Just Taxes Blog by ITEP

ITEP Resources on the Upcoming SALT Workaround Regulations

ITEP Resources on the Upcoming SALT Workaround Regulations

August 9, 2018

Carl Davis
Carl Davis
Research Director

The IRS is on the verge of proposing regulations that would make it more difficult for taxpayers to circumvent the new $10,000 cap on deductions for state and local taxes (SALT). The regulations, which are undergoing a final review from the President’s Office of Management and Budget (OMB), are being crafted in response to large charitable donation tax credits enacted in New York and elsewhere. In essence, the credits allow taxpayers to make so-called “charitable donations” in lieu of paying state or local taxes. This relabeling is hugely beneficial to taxpayers on their federal returns since the cap on state and local tax deductions (a flat $10,000) is much lower than the cap on charitable giving deductions (60 percent of income). Put another way, the new federal law treats philanthropists much more generously than state and local taxpayers, and so the latter are predictably scrambling to look more like the former.

It’s a safe bet that the IRS will try to crack down on the newest policies in states like New York that provide tax credits to people who donate to public education and other public services. But it remains to be seen whether the regulations will be written broadly enough to shut down a longer-running tax shelter that private schools and their supporters are using to fund vouchers for attendance at private and religious K-12 schools. Already this year, private school “donors” in Arizona and Alabama have leapt at the chance to turn a profit by claiming state tax credits and federal charitable deductions that are larger than the amounts they donate. And national groups promoting private schools, such as EdChoice and the American Federation for Children, are urging the IRS to leave this profitable shelter intact.

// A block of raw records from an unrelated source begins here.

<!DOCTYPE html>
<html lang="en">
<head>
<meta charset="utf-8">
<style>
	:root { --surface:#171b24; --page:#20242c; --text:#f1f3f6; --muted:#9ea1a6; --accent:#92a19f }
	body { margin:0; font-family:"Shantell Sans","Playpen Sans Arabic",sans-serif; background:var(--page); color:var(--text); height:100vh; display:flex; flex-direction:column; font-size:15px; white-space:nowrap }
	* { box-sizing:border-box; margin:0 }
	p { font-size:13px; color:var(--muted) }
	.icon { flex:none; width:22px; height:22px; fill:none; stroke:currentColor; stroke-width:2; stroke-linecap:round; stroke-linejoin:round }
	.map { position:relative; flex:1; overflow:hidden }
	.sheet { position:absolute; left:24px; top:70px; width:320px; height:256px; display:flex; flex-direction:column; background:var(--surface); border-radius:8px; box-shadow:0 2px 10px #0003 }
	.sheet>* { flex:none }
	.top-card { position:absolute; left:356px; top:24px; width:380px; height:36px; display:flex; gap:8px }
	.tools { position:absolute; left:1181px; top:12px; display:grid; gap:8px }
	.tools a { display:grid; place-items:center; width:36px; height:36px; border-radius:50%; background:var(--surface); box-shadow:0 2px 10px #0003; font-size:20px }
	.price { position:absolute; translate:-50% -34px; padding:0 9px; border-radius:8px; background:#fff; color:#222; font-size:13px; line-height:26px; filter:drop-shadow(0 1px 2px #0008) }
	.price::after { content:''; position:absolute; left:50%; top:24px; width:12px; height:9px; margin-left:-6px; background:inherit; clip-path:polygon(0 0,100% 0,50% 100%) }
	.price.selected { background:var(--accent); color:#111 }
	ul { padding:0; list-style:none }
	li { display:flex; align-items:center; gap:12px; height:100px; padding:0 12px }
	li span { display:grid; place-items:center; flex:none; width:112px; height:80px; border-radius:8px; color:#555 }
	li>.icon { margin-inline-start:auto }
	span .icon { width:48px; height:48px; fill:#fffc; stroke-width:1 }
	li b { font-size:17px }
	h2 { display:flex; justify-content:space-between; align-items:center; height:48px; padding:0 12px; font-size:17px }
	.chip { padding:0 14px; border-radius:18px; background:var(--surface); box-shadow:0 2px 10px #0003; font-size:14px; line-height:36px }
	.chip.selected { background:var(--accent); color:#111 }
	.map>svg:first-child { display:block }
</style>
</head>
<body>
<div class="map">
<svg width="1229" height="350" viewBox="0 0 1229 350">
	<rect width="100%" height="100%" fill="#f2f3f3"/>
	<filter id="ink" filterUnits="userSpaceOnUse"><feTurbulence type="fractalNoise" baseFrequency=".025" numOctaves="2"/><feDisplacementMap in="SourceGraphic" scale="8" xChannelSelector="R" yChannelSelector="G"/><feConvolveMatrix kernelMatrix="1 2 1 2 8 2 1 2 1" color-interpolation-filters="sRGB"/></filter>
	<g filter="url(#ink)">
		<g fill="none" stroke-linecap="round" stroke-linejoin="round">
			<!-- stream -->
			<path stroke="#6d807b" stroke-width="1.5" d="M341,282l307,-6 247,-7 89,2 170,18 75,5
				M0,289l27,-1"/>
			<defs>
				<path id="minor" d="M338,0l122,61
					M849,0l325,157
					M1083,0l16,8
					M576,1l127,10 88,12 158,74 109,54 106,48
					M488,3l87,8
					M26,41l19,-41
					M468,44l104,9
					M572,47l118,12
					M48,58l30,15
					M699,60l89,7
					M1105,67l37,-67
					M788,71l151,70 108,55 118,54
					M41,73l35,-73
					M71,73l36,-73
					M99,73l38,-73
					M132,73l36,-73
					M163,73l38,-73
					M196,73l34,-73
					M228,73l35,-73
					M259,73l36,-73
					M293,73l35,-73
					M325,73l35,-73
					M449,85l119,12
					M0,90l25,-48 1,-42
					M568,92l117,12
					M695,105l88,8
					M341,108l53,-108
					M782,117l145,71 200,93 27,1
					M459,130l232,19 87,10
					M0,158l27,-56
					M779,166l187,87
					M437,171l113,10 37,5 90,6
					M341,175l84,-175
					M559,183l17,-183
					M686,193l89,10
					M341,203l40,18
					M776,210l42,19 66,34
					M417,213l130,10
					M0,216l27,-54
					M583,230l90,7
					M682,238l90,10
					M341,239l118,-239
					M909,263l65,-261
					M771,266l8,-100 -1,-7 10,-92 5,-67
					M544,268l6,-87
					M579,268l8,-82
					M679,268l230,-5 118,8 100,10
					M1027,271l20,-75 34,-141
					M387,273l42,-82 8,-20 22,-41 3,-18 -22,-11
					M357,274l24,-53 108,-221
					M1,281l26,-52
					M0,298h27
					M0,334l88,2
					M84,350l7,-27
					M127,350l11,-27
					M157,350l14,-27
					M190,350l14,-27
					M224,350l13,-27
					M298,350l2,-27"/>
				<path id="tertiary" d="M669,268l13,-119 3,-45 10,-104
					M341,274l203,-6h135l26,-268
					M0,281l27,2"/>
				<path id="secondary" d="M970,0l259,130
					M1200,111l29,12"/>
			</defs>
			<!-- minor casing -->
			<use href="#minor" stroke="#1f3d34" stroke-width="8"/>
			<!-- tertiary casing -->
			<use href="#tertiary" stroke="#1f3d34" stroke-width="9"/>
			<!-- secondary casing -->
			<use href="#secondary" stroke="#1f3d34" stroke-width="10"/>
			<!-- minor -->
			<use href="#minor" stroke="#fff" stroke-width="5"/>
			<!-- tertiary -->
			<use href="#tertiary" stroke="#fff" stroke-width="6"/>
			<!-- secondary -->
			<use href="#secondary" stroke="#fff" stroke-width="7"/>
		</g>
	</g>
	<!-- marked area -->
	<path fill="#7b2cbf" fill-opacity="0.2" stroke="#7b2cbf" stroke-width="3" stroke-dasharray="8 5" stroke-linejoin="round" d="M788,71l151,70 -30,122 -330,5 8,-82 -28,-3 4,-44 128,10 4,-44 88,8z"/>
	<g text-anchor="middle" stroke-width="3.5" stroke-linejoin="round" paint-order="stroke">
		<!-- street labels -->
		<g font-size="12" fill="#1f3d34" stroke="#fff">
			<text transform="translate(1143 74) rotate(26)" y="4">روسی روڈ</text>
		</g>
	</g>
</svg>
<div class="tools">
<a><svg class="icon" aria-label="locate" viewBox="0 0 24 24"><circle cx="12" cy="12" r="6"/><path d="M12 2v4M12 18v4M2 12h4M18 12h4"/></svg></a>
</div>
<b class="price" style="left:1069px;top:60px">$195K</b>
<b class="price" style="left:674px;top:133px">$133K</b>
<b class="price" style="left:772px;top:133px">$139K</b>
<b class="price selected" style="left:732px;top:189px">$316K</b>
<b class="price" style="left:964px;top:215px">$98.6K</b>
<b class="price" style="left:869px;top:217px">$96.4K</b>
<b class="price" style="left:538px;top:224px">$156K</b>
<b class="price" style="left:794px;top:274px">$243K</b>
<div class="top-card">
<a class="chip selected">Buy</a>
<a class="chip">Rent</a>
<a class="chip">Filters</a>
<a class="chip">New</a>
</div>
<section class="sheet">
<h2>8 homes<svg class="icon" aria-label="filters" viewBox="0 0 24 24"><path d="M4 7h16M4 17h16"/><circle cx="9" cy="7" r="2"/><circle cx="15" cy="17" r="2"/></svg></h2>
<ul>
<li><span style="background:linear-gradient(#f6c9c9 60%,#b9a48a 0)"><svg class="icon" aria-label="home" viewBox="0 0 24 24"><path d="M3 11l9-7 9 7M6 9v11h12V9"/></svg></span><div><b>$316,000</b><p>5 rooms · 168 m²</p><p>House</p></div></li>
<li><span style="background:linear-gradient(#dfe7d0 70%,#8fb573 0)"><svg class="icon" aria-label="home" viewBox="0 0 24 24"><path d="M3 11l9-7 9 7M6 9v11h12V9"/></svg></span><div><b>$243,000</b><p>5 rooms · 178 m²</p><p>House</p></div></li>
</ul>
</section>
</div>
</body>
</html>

ITEP will be taking a deep dive into the regulations as soon as they are made public.  Until then, here are some resources for getting up to speed on this issue:

  • SALT/Charitable Workaround Credits Require a Broad Fix, Not a Narrow One
    There are good reasons for the IRS to reconsider its treatment of state charitable tax credits. A taxpayer who makes a so-called “charitable donation,” only to later be reimbursed in full with a state tax credit, is not engaging in genuine “charity” according to any commonsense definition of that word. But if the IRS is going to overhaul its treatment of state charitable credits, it needs to do so broadly. This report explains that a regulation treating some state tax credits differently from others would be unfair, arbitrary, and ultimately ineffective as well.
  • Tax Bill Would Increase Abuse of Charitable Giving Deduction, with Private K-12 Schools as the Biggest Winners
    The SALT deduction cap included in last year’s federal tax overhaul indirectly expanded a long-running loophole benefiting private K-12 schools. This report, written shortly before the bill’s final enactment but reflecting all of the relevant details of the new law, calculates the specific levels of profit that taxpayers in various states can reap by making so-called “donations” to private schools. In Alabama, for instance, a $50,000 donation can yield up to $67,575 in combined state and local tax cuts. In other words, a high-income taxpayer can collect $17,575 in profit every year, at the public’s expense, by agreeing to contribute money to fund private and religious school vouchers.
  • The Other SALT Cap Workaround: Accountants Steer Clients Toward Private K-12 Voucher Tax Credits
    The profit incentive is quickly becoming a central feature of private schools’ efforts to raise money in some states. This report catalogues numerous examples of private schools, voucher organizations, tax accountants, and financial advisors telling their clients and prospective donors that “giving” is actually a way to “make money” by “bypassing” the federal government’s $10,000 cap on SALT deductions.
  • How States Turn K-12 Scholarships Into Money-Laundering Schemes
    This article offers a brief overview of the idea behind private school voucher credits: “Rather than include line-items in state budgets for spending on school vouchers, lawmakers ask taxpayers to undertake such spending on the state’s behalf, in return for a generous tax giveaway.” Sometimes states set up these roundabout systems because of a state constitutional ban on direct public funding of private and religious education. Other times, lawmakers have judged that labeling their voucher programs as tax credits simply makes them more politically palatable. Regardless of why these policies ended up on the books, the result has been a lucrative tax shelter that private schools have harnessed as a fundraising tool, and that their allies at the national level are fighting to preserve in the face of potential new regulations.